The support for the legislation came after the committee approved bipartisan amendments offered by Rep. John Shimkus, R-Ill., that authorized more federal funds for interim storage of nuclear waste and stripped language that usurped Nevada’s water rights — an issue that resonated with lawmakers in Western states.

But Shimkus, the chairman of the House Energy subcommittee on environment, said the changes do not remove the federal obligation to permanently store waste and get an answer from an independent safety regulator on “whether Yucca Mountain meets all the requirements to serve as a permanent repository.”

Rep. Dina Titus, D-Nev., said that while some lawmakers were trying to paint the changes “as better for Nevada, the fact remains that this legislation is an attempt to dump even more waste into our state.

“They claim that the new bill addresses many of the concerns I raised during the hearing on the legislation earlier this year. In reality, it is worse than existing law.”

Rep. Jacky Rosen, D-Nev., said “nothing about today’s bill or so-called compromise amendments appease our concerns.”

Rep. Mark Amodei, R-Nev., said the bill’s advance was not surprising.

“The fact that the vote out of committee was 49-4, and not a party-line vote, leads me to suspect this is a sign of things to come in the House,” he said. “We will continue to direct our efforts at providing the best possible protection for Nevadans.”

No Nevada lawmakers sit on the energy committee.

Even Democrats on the panel cited the need to move a stockpile of nuclear waste out of more than 100 communities to safer interim and permanent storage sites.

“This was a delicate and difficult negotiation, but I believe we have arrived at a very good compromise,” said Rep. Frank Pallone Jr., D-N.J., the ranking Democrat on the energy committee.

A Shimkus amendment authorizes $150 million over three years for licensing of a pilot interim storage facility and gives the energy secretary the ability to contract with a private company to store nuclear wastes.

Shimkus was also co-author of a bipartisan amendment that stripped out language that would have given the the Energy Department authority to override Nevada’s authority on water rights. Nevada has denied the federal government a water permit for Yucca Mountain.

The water rights issue resonated with lawmakers in other Western states, as well as with conservatives who saw the original legislation as federal overreach.

The committee also included an amendment by Rep. Debbie Dingell, D-Mich., that said the United States and Canada should not allow permanent storage of spent nuclear fuel near the Great Lakes.

Rep. Dina Titus, D-Nev., called that a great irony in the bill. “If it is not safe for them, how can it be safe for Nevada?”

The Senate is expected to file bipartisan legislation that would differ from the House bill. Republicans and Democrats in the Senate say their legislation will move more aggressively on interim storage. That bill is expected to create a federal agency to identify places to accept nuclear waste.

President Donald Trump’s budget blueprint for fiscal year 2018 includes $110 million to restart the licensing process to build Yucca Mountain, and $10 million for interim storage.

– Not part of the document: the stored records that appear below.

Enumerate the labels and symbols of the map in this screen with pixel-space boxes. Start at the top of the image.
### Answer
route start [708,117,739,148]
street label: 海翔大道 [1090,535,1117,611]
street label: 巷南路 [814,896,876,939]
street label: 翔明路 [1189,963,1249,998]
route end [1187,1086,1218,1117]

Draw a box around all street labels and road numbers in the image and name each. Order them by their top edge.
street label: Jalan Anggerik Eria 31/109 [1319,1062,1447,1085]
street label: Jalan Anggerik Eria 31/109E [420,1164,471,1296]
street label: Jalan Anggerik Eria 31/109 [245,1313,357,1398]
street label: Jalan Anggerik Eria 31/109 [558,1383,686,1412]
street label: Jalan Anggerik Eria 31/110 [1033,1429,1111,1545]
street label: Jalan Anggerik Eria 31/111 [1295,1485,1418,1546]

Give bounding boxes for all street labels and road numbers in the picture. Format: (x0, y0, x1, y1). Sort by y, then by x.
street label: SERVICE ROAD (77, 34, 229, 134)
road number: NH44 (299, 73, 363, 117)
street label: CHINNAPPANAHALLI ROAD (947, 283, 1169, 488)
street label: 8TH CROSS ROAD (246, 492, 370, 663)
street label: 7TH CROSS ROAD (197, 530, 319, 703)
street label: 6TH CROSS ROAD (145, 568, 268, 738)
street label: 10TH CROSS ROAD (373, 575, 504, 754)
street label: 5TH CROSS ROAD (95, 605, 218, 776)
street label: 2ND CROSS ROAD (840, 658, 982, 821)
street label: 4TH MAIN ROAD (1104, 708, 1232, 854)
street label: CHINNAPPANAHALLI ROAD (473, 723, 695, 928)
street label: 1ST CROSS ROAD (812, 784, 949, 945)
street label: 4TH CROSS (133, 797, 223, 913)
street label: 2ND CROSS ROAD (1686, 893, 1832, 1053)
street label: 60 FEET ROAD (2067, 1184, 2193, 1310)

Yucca Mountain, located nearly 90 miles northwest of Las Vegas, was designated by Congress in 1987 as the site for permanent nuclear waste disposal.

Since then, the DOE has spent $15 billion to develop and study the site.

The DOE filed its license application on Yucca Mountain with the Nuclear Regulatory Commission in 2008. The DOE tried to withdraw the application in 2010 and President Barack Obama defunded the program in 2012.

Efforts by the Trump administration and the House to restart the licensing application for Yucca Mountain have ignited a firestorm of opposition by most Nevada public officials, except in Nye County where Yucca Mountain is located.

“Nye County and eight other rural counties in Nevada have long supported moving the licensing process forward so the science on Yucca Mountain can be heard,” said Dan Schinhofen, the Nye County Commission chairman.

He applauded the House energy panel for moving the bill forward and noted that no changes in legislation take resources away from developing Yucca Mountain as a permanent repository.

But reaction to the House action from other Nevada elected officials was critical.

Sen. Dean Heller, R-Nev., said he will stand with the state of Nevada and fight “this reckless proposal every step of the way.”

And Sen. Catherine Cortez Masto, D-Nev., a former state attorney general, said the House bill “ignores the detrimental impacts to Nevada’s communities and economy if Yucca Mountain moves forward.”